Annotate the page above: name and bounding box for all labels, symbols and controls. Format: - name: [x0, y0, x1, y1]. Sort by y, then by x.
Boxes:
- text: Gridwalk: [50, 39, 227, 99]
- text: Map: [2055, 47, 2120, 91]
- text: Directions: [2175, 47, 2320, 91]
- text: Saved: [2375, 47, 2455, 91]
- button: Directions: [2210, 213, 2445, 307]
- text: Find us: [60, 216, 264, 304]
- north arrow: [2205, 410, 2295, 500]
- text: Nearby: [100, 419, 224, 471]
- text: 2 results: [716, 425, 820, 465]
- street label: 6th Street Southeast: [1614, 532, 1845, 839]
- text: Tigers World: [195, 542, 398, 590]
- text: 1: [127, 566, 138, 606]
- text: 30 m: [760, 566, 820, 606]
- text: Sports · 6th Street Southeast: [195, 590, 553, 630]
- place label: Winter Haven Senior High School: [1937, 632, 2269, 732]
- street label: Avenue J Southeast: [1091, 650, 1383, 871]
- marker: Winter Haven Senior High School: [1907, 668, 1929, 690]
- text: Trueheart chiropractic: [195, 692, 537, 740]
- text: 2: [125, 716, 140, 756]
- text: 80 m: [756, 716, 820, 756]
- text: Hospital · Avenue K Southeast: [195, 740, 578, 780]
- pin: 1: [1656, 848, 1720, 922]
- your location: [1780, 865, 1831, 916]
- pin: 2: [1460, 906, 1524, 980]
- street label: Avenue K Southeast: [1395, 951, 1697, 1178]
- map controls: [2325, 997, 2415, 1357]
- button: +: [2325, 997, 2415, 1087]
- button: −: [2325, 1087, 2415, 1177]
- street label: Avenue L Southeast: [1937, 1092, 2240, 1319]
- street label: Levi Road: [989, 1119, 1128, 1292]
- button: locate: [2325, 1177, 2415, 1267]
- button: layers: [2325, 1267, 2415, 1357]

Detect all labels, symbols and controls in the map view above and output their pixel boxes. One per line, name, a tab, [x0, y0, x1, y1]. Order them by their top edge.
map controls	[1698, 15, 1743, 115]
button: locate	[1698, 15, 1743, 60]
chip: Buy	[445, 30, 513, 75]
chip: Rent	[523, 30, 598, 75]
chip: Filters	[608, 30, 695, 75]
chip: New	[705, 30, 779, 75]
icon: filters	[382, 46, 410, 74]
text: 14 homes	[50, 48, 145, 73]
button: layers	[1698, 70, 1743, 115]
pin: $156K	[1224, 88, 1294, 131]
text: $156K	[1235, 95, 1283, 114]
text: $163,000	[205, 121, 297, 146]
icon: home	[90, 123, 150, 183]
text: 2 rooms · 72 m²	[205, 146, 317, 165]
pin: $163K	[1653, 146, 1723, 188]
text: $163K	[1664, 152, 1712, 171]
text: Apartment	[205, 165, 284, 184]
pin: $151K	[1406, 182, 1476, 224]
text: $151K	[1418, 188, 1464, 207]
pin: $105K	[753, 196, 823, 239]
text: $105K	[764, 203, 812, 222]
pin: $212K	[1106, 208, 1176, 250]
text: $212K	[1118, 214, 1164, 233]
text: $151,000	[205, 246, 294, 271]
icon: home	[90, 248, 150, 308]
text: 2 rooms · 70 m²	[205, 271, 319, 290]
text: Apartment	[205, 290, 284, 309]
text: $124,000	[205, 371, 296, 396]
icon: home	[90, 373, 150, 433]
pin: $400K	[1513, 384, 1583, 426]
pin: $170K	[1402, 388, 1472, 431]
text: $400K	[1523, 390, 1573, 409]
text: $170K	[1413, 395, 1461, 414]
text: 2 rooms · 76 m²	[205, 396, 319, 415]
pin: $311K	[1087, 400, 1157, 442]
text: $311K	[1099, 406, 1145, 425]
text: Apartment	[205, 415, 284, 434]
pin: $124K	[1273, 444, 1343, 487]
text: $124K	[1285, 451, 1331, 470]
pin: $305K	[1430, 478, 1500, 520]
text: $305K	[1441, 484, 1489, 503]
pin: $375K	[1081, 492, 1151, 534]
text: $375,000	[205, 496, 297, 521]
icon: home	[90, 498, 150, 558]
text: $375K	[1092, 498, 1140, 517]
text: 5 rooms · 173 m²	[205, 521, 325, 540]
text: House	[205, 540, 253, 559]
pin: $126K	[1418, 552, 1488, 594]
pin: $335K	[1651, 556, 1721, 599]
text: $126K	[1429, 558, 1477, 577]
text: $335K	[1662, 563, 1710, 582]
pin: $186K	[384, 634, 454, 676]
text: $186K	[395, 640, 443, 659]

- - - - - - -

**Work request**
Copy out every line in the records where the word "Directions" is found.

**Answer to this task**
- text: Directions: [2175, 47, 2320, 91]
- button: Directions: [2210, 213, 2445, 307]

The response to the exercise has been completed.